Magazin durchsuchen

Neuste Blogs

18. November 2013, 23:27 Konzert Music

Bungee-Springen mit Placebo

Dominique Rais - Immer mal wieder was Neues – Molko & Co. präsentierten dem Publikum einen musikalischen Bungee-Sprung.

Kleine Boxen. Grosse Boxen. Und dazwischen drängte sich das Schlagzeug von Placebo-Drummer Steve Forrest. Eine Licht- und Lasershow sorgte für die optische Untermalung. Nett fürs Auge, aber Placebo würden auch ohne funktionieren. Zuvor versuchte die Londoner Indie-Rock Band Toy das 5’200-köpfige Publikum anzuheizen. Der Applaus bei Toy hielt sich jedoch in Grenzen, war es die Musik, die das Publikum nicht ganz mitreissen wollte oder lag es schlicht und einfach an der Unbekanntheit der Band hierzulande? - Das liess sich nicht so genau sagen.

Doch um ehrlich zu sein, um Toy zu sehen kamen die Zuschauer auch in erster Linie nicht, sondern Placebo sollte die Hauptattraktion des Abends sein. Mit 5'200 Konzertbesuchern war noch jede Menge Luft im Hallenstadion, doch genau die Luft brachten Placebo ordentlich zum Kochen.
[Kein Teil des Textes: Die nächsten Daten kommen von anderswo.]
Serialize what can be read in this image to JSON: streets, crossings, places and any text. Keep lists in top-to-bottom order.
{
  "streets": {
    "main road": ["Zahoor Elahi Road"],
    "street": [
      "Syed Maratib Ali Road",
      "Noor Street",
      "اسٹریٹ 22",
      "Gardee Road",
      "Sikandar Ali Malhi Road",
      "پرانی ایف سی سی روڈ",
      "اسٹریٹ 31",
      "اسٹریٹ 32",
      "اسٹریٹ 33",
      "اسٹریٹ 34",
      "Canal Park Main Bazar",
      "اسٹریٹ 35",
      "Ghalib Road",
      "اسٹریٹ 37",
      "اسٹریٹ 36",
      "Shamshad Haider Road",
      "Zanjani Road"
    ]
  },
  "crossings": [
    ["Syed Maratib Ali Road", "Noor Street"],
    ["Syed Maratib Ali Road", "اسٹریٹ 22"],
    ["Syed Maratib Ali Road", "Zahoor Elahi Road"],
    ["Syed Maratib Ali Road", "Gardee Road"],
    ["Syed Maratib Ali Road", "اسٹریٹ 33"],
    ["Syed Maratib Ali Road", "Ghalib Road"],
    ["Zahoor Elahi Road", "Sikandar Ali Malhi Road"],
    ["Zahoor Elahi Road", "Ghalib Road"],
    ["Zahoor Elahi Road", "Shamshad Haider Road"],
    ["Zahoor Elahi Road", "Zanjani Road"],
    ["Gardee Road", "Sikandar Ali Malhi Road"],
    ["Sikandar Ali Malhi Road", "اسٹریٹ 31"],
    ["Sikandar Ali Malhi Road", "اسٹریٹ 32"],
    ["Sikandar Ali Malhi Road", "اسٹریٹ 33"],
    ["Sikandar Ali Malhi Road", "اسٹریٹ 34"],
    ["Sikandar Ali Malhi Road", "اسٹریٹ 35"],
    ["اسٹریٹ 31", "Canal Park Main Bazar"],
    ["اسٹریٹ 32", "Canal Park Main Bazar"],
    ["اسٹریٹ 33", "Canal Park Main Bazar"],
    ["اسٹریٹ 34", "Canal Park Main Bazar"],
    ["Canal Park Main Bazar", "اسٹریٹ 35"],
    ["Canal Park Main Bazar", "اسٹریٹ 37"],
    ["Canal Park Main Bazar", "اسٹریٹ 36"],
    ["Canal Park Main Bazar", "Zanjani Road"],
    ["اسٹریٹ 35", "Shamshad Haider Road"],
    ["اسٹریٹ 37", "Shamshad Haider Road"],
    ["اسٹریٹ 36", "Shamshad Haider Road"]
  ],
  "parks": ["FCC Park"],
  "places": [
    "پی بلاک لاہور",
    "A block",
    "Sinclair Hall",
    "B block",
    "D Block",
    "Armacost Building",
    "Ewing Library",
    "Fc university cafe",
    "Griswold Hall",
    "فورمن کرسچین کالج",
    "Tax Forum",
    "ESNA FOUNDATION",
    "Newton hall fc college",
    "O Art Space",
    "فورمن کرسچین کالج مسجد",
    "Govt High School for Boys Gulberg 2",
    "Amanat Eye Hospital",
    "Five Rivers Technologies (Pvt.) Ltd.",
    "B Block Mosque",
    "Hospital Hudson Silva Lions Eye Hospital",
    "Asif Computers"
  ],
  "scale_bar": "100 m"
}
Abrupt. Wie aus dem Nichts ging das Licht aus und Placebo betraten um Viertel nach neun die Bühne und gaben den Startschuss für ihre 100-minütige Show. Wobei Show an der Stelle wohl eher sarkastisch zu verstehen wäre, denn wer dachte abseits der Songtexte würde eine Kommunikation stattfinden wurde gänzlich enttäuscht. „Nüchtern“ darf man an dieser Stelle zweifellos zum Wort des Abends küren.

Nun aber von Anfang an. Placebo schmetterten „B3“ und heizten dem Publikum gleich zu Beginn ordentlich ein. Gerade zu perfekt kam auch der nahtlose Übergang zu "For What It's Worth" – Gänsehaut pur. Nach den ersten zwei Songs waren die Erwartungen dann auch dementsprechend hoch – wie sich herausstellen sollte zu hoch. Denn was dann folgte war mit einem Bungee-Sprung vergleichbar.

Nach dem ersten Adrenalin-Kick fiel die Spannung ab und liess Placebo in den Seilen hängen. Das Gefühl von Antriebslosigkeit mache sich trotz des wuchtigen Sounds breit. Der Grund dafür fand sich schnell, denn in der ersten Hälfte des Konzerts fanden sich fast ausschliesslich neue Songs, die dem Publikum wohl noch nicht geläufig waren.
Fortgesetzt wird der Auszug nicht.